DATA EXTRACTS:

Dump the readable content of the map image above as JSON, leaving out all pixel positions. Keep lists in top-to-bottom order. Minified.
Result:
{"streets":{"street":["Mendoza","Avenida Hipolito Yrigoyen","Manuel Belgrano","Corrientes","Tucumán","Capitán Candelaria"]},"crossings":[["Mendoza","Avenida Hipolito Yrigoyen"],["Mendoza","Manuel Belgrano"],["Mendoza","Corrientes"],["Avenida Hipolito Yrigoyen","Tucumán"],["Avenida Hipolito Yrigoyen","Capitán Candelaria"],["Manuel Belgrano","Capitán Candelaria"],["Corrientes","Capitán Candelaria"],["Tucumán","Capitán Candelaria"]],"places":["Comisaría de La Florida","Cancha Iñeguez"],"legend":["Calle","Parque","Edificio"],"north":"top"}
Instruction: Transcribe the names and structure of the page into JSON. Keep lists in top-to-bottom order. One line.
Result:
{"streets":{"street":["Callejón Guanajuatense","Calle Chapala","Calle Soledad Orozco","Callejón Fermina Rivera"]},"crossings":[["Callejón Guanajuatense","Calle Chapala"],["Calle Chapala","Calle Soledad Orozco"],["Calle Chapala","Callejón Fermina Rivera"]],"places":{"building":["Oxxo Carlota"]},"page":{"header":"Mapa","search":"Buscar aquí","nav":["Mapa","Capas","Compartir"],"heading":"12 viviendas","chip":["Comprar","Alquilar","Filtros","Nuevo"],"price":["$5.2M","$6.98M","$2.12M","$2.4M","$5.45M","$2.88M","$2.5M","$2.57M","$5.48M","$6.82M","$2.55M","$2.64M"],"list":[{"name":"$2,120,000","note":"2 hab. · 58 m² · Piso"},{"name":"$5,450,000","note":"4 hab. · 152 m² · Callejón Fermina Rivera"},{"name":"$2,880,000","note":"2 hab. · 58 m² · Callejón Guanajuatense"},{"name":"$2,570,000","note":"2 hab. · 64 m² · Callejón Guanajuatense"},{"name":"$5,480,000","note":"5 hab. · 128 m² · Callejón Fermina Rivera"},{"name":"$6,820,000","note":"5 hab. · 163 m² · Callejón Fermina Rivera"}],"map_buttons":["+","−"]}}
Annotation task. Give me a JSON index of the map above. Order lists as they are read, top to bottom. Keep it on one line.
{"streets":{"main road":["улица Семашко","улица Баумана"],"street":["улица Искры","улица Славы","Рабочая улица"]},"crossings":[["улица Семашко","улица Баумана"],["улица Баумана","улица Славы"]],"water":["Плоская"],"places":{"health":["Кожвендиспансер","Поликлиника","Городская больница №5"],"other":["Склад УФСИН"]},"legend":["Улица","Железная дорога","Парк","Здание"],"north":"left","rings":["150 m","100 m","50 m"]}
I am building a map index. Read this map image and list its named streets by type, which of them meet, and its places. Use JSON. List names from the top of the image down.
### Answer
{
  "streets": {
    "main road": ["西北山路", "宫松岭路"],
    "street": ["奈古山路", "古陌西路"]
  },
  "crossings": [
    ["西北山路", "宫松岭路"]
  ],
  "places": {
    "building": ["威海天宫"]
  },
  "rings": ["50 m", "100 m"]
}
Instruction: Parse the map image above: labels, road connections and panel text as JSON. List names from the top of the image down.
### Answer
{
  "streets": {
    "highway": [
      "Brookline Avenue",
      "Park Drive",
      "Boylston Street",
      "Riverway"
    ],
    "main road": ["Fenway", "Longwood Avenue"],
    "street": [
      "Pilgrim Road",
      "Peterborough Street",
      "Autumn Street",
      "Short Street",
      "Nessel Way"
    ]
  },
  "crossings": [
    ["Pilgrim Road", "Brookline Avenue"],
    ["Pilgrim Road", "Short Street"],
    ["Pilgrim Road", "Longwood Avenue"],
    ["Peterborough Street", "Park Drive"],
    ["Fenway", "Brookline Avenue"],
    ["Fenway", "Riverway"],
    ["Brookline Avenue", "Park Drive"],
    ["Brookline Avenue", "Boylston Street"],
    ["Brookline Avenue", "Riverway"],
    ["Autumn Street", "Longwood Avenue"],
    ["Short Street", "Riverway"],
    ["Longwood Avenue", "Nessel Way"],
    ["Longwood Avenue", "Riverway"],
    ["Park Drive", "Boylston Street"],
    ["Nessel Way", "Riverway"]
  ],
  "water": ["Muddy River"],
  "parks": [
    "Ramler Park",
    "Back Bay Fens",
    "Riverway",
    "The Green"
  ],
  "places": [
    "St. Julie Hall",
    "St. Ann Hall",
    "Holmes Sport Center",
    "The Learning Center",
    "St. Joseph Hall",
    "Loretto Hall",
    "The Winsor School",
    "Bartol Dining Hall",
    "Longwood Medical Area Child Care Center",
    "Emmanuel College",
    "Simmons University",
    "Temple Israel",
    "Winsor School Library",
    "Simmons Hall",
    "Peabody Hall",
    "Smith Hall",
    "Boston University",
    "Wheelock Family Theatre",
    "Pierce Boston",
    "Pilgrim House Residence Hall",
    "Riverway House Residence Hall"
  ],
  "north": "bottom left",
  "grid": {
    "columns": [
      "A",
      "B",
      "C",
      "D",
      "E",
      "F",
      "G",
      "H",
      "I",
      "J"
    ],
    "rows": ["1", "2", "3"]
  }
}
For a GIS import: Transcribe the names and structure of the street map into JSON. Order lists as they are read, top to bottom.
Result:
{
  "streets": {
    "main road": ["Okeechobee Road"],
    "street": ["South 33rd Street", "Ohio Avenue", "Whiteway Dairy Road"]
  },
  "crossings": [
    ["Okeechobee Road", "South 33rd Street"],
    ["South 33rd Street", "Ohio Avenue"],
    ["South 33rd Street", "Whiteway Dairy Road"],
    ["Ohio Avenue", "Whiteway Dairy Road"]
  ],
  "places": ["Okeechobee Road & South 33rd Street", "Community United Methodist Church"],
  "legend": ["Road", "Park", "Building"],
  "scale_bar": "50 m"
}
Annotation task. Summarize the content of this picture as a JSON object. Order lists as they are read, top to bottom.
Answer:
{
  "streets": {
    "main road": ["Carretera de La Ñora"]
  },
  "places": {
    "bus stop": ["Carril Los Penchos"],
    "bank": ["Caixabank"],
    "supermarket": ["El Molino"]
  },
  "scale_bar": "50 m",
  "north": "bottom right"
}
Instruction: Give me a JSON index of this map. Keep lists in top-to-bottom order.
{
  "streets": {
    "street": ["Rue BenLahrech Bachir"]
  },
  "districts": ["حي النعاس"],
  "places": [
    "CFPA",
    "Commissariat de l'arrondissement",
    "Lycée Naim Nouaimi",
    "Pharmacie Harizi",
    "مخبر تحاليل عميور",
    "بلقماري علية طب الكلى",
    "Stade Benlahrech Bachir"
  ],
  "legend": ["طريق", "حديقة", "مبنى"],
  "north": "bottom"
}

AIM OF THE EXERCISE: In the entries above, identify every line with the string "structure".

OUTPUT OF THE TASK:
Instruction: Transcribe the names and structure of the page into JSON. Keep lists in top-to-bottom order. One line.
For a GIS import: Transcribe the names and structure of the street map into JSON. Order lists as they are read, top to bottom.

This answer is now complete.